We’ve made great progress on these fronts over the years, and it’s a credit to the amazing team we’ve assembled. Each person brings unique talents and expertise, and the whole is clearly greater than the sum of the parts.
We are ready to expand our team.
Our recruiting and staffing philosophy operates on these basic principles:
- We only hire successful people, but we define success very broadly
- We bring together people who believe strongly in the mission described above
- We create an environment where people can (and are expected to) continually learn new skills
- We believe a diverse team is more productive and more fun
With a recent influx of money from the NIH, we have two web / software developer positions open at the moment. These positions are for people who have good software fundamentals, ideally who have worked in multi-developer and open-source environments. We are looking for developers who are excited by the challenge and opportunity to make a real difference in biomedical research. In addition, we are always looking for postdoctoral researchers who are interested in integrative biology and/or crowdsourcing research.
If you think either position is right for you, please get in touch by emailing me your CV and a cover letter. If our lab’s work strikes a chord with you but you’re unsure whether it’s a good fit, let’s chat!
A more “standard” job ad is below with a few more details of the web / software developer positions:
The Su Lab (http://sulab.org) is a bioinformatics research group that is equally interested in building computational infrastructure and in pursuing biomedical discoveries. We operate at the interface between biology, computer science, statistics, and software engineering. Our projects span a wide spectrum of disease areas (including osteoarthritis, cancer, cystic fibrosis), organisms (human, mouse, microbiomes) and technology platforms (genomics, transcriptomics, proteomics). We have a particular focus on building tools that leverage crowdsourcing, several of which are widely used by other bioinformaticians, biomedical scientists, and the general public.

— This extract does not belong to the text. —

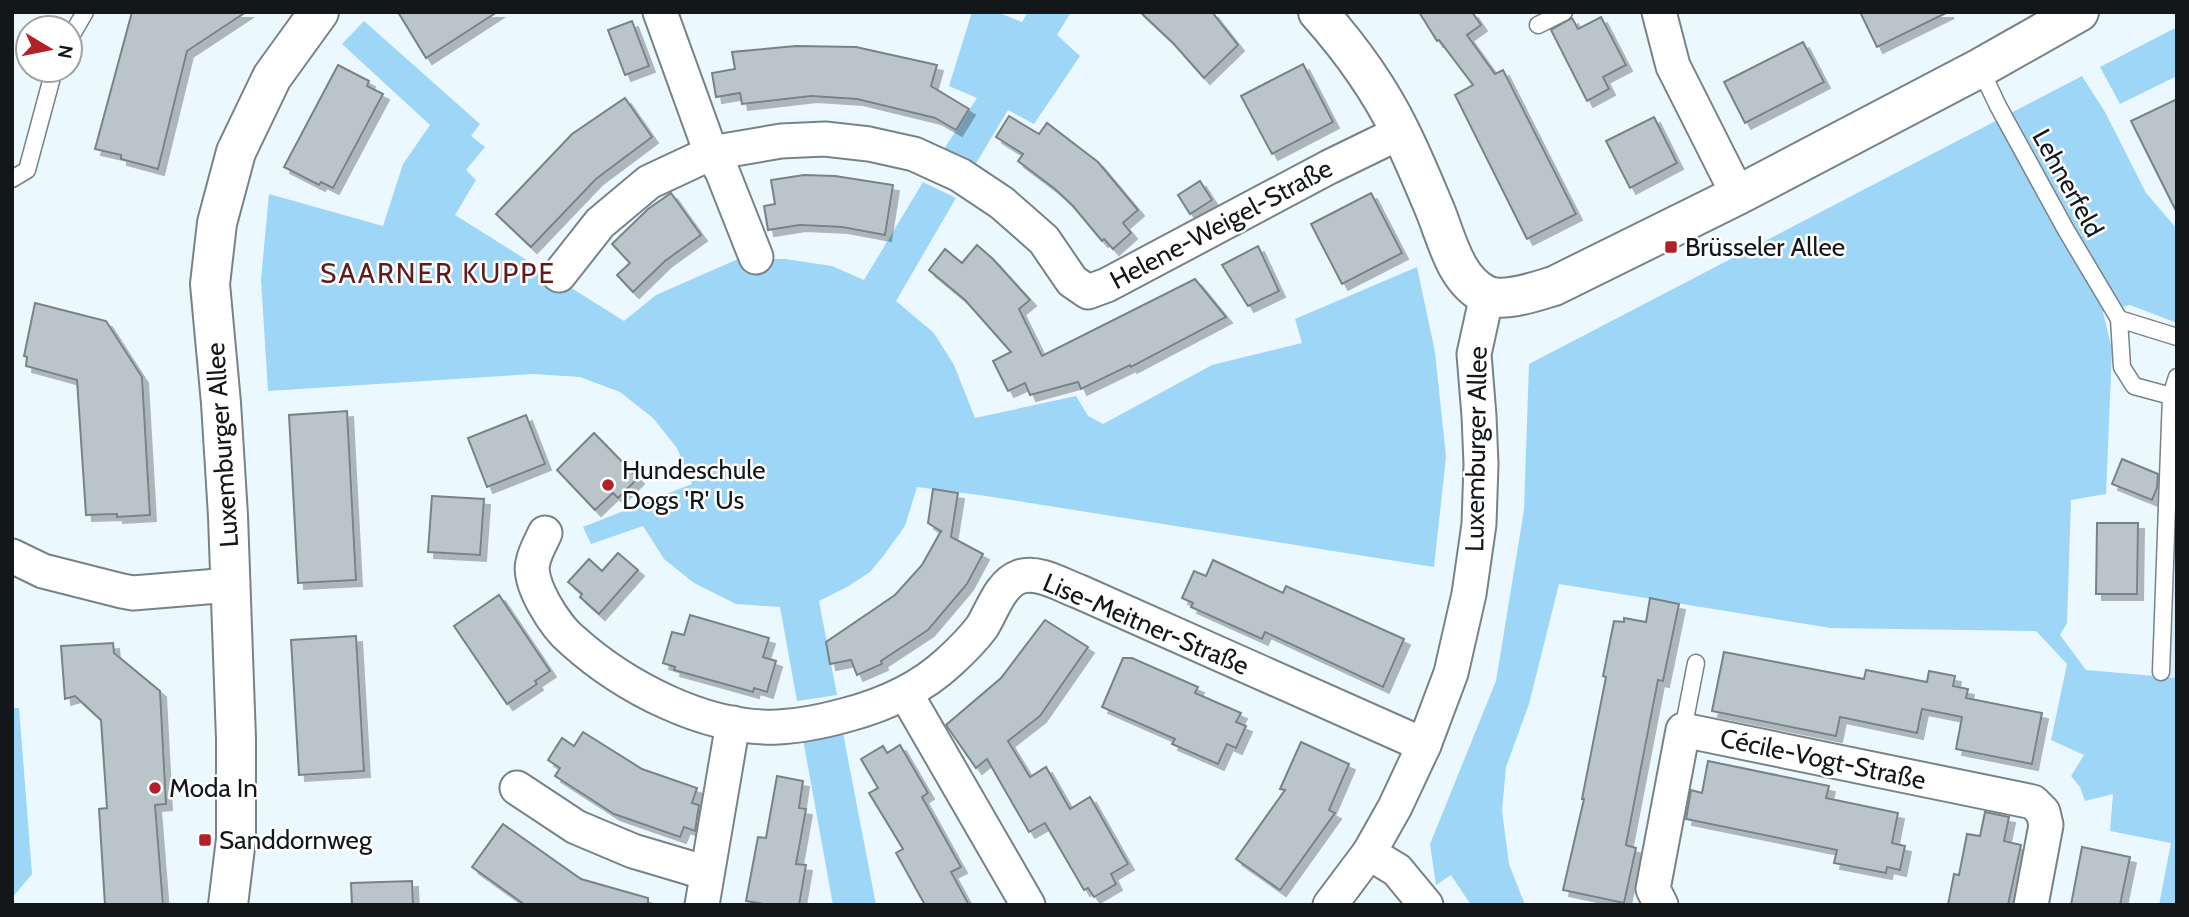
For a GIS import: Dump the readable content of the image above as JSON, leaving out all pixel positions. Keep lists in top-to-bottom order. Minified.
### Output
{"streets":{"street":["Helene-Weigel-Straße","Luxemburger Allee","Lise-Meitner-Straße","Cécile-Vogt-Straße"],"lane":["Lehnerfeld"]},"crossings":[["Luxemburger Allee","Lise-Meitner-Straße"]],"districts":["SAARNER KUPPE"],"places":{"transit":["Brüsseler Allee","Sanddornweg"],"other":["Hundeschule Dogs 'R' Us","Moda In"]},"north":"right"}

The position being advertised will be involved in one or more NIH-funded projects focusing on building tools and infrastructure for management of biological data. Current representative projects include BioGPS.org, mygene.info, genegames.org, and mark2cure.org.
We have an outstanding team right now, and we are committed to maintaining this standard of awesomeness. We strongly believe in diversity, and women and minorities are particularly encouraged to apply.
The position requires a minimum of four years experience in software application development and programming. Must have proven expertise in building robust software in a multi-developer environment. Prior experience with open-source software is strongly preferred. Including links to public code repositories is strongly recommended.
Our current technology stack includes: Python/Django, Java/Tomcat, MongoDB, ElasticSearch, jQuery, Bootstrap, R/Bioconductor, Weka, Tornado, Postgres, uWSGI, Nginx, AWS EC2, AWS AMT, Crowdflower, Mercurial/Git. Prior experience with one or more of these technologies is preferred. Descriptions of how and why you’ve used competing technologies is also welcome.
Prior experience with biology and/or bioinformatics is preferred, but not required.
We strongly prefer employees who are in (or can relocate to) the San Diego area, but we are willing to investigate alternate arrangements (e.g., telecommuting, contractors, etc.).
Salary and benefits are very competitive, but you almost certainly could make more money in high-tech.